The piece of cloth was somehow traced to one particular store in Malta called Mary's House. Employees at Mary's House miraculously identified the cloth as being part of a shirt that a Libyan called Abdel Basset had bought. In another piece of incredible luck, investigators found a diary kept by another Libyan, Lamen Fhimah, which supposedly outlined how Abdel Basset would place a bomb on board an airliner.

Is it any wonder that Bush insists that this evidence be heard either in US courts, or by the British legal system, whose justice has become so well known through cases like the Maguire Seven, the Birmingham Six?

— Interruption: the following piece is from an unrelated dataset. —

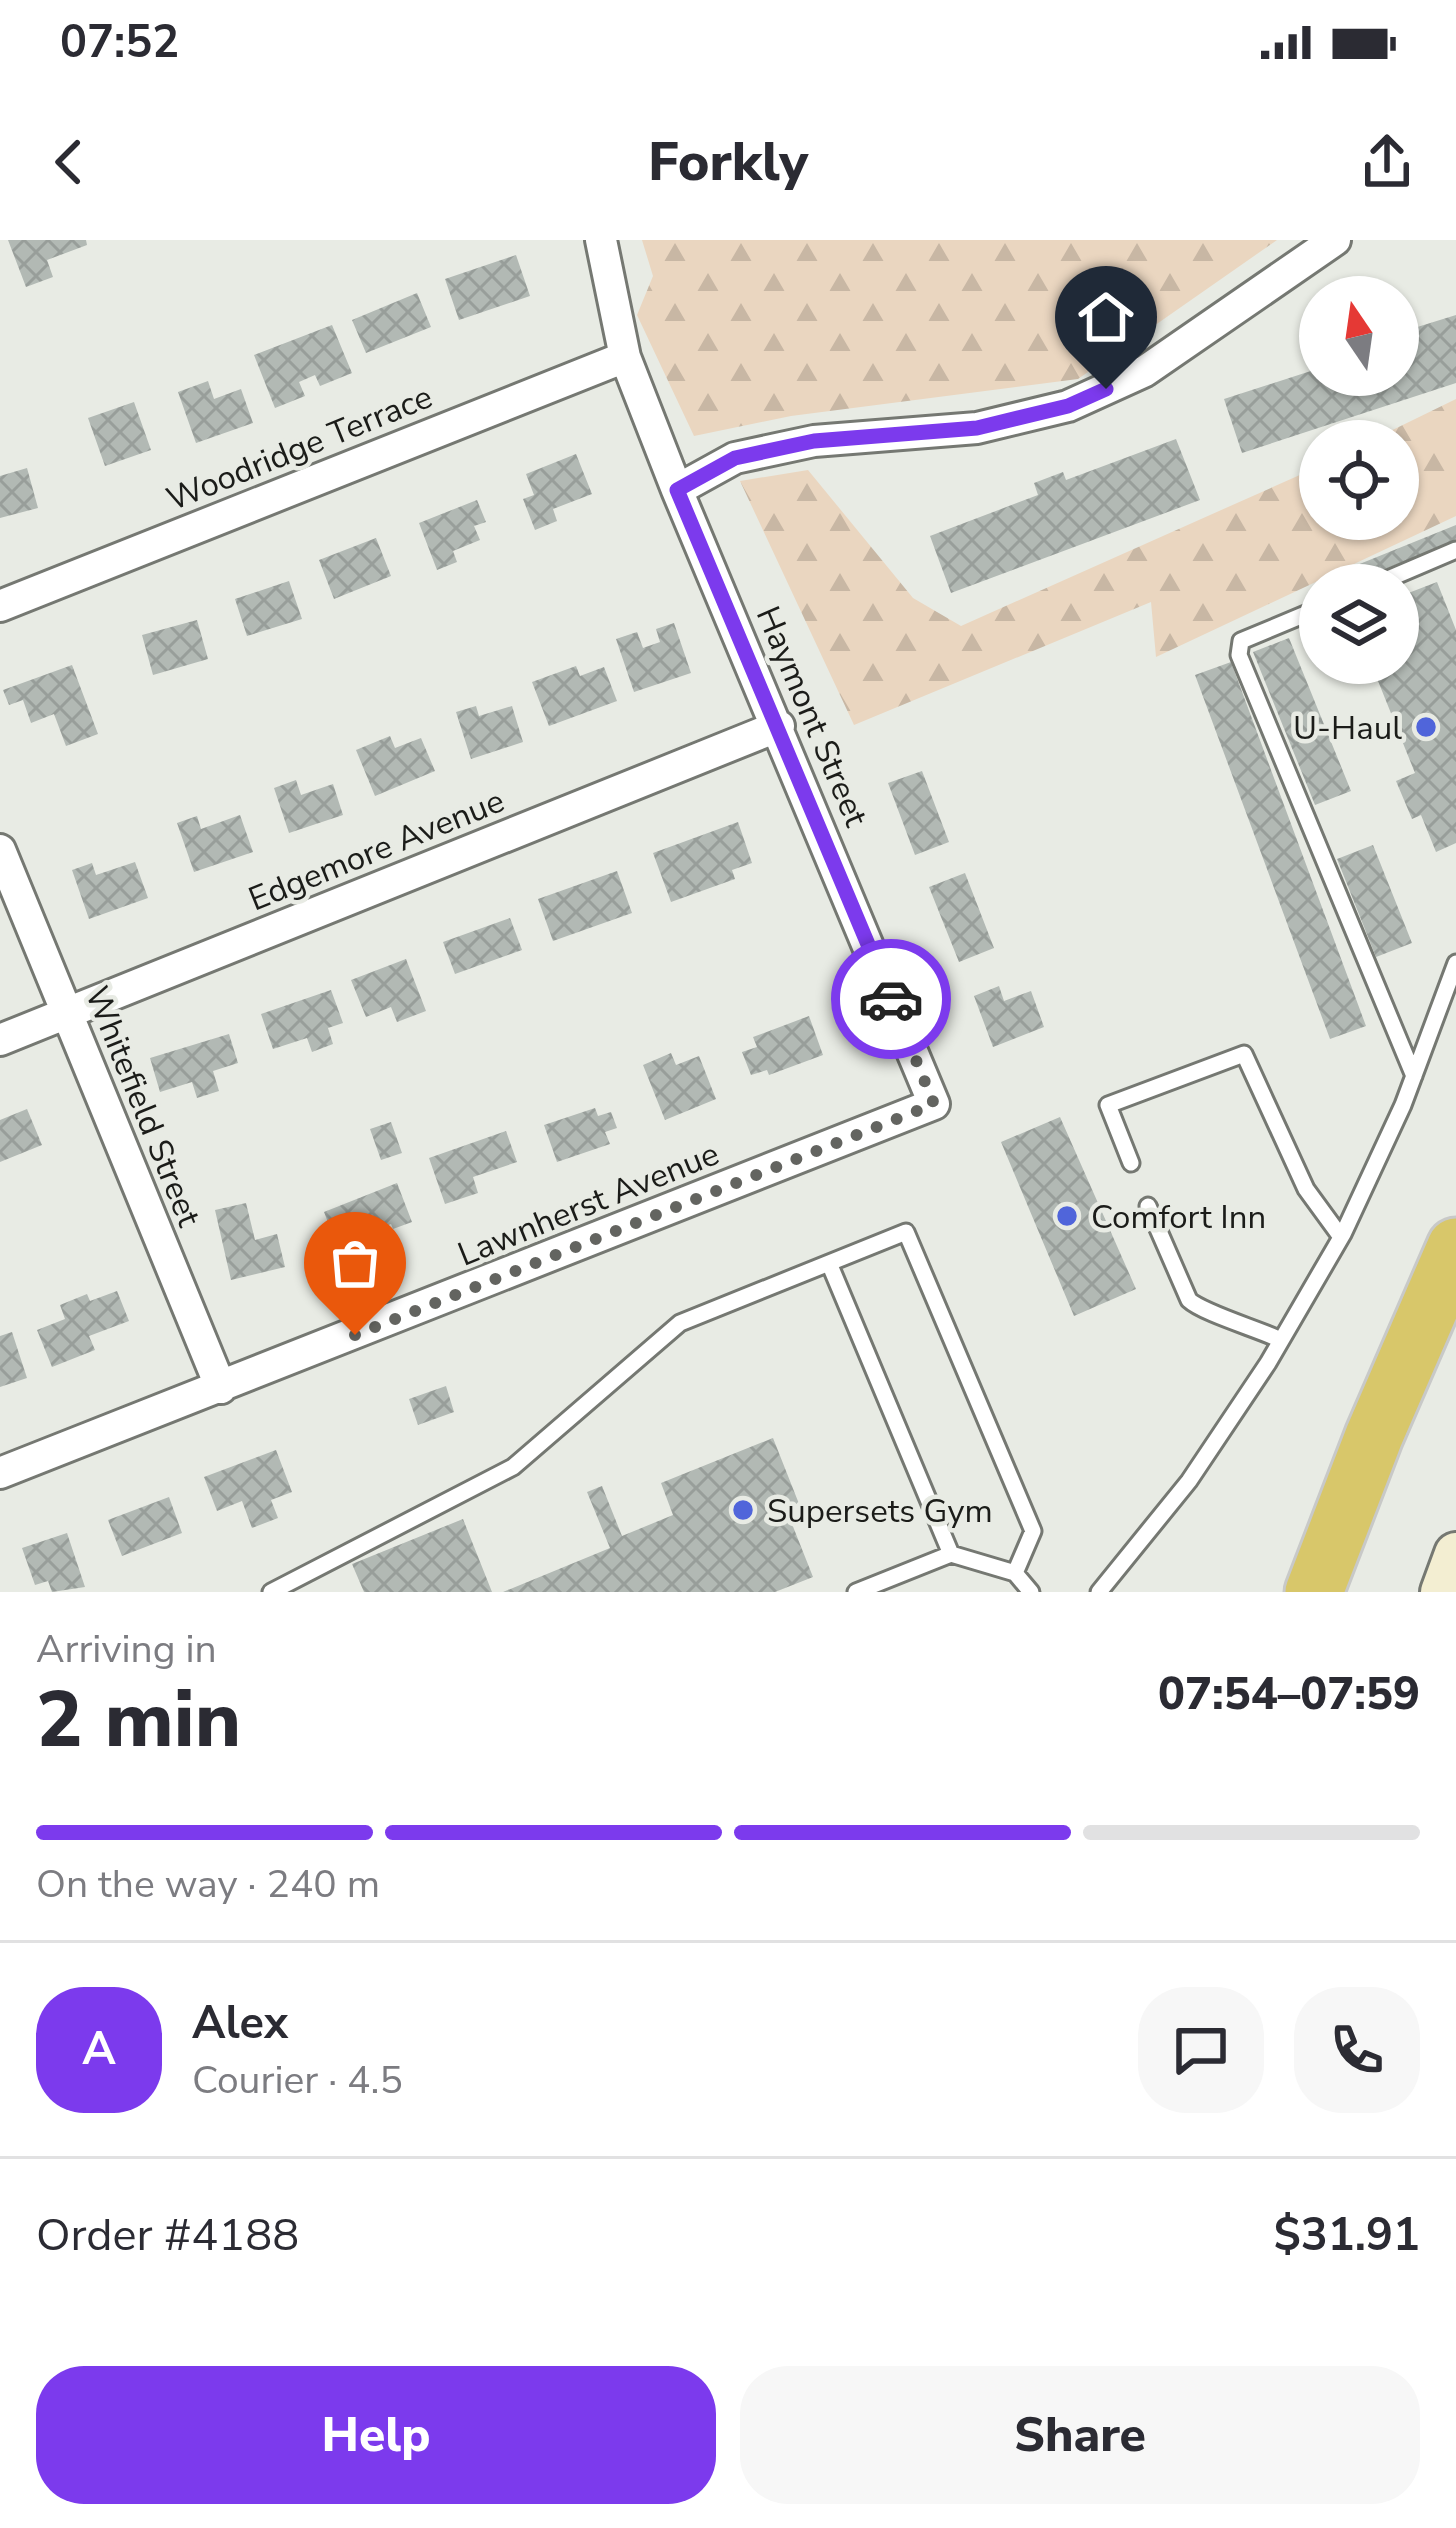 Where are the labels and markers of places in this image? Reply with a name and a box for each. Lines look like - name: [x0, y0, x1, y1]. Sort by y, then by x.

No doubt US or British prosecutors would exclude potential jurors who happened to have read the Washington Post on October 2, 1986, when it reported that the White House had approved a plan of Reagan's national security adviser, John Poindexter, to circulate lies against Libya. A memorandum written by Poindexter stated, "One of the key elements of the strategy is that it combines real and illusionary events".

The US, Britain and France are preparing a sanctions resolution for the Security Council. The sanctions comprise an oil and airline embargo. These would severely damage Libya economically by blocking thousands of foreign workers from the country and preventing the sale of oil, its main source of income.

Open military attacks on Libya are also a danger. The US bombing of Tripoli and Benghazi on April 15, 1986, which killed 38 people and wounded hundreds, was justified on the claim that Libya was responsible for the bombing of a nightclub in Germany that killed a US soldier.

Oil and independence

The campaigns against Libya and Iraq obstruct the political and economic development of nations independent of US influence.

The policies of Libyan government since 1969 have challenged US dominance in the Middle East. Libya has improved the standard of living of its citizens, using income from oil. It also became an example for OPEC countries in gaining better prices for oil from foreign companies.

Without oil sales, Libya would not be able to maintain the relatively high standard of living it has achieved for a Third World country, and its ability to take an independent stand would be undermined.

Restricting the sale of oil from Iraq and stopping the sale of oil from Libya would also benefit US clients among the OPEC countries — especially Kuwait and Saudi Arabia, who could expect to fill most of the gap in the world market.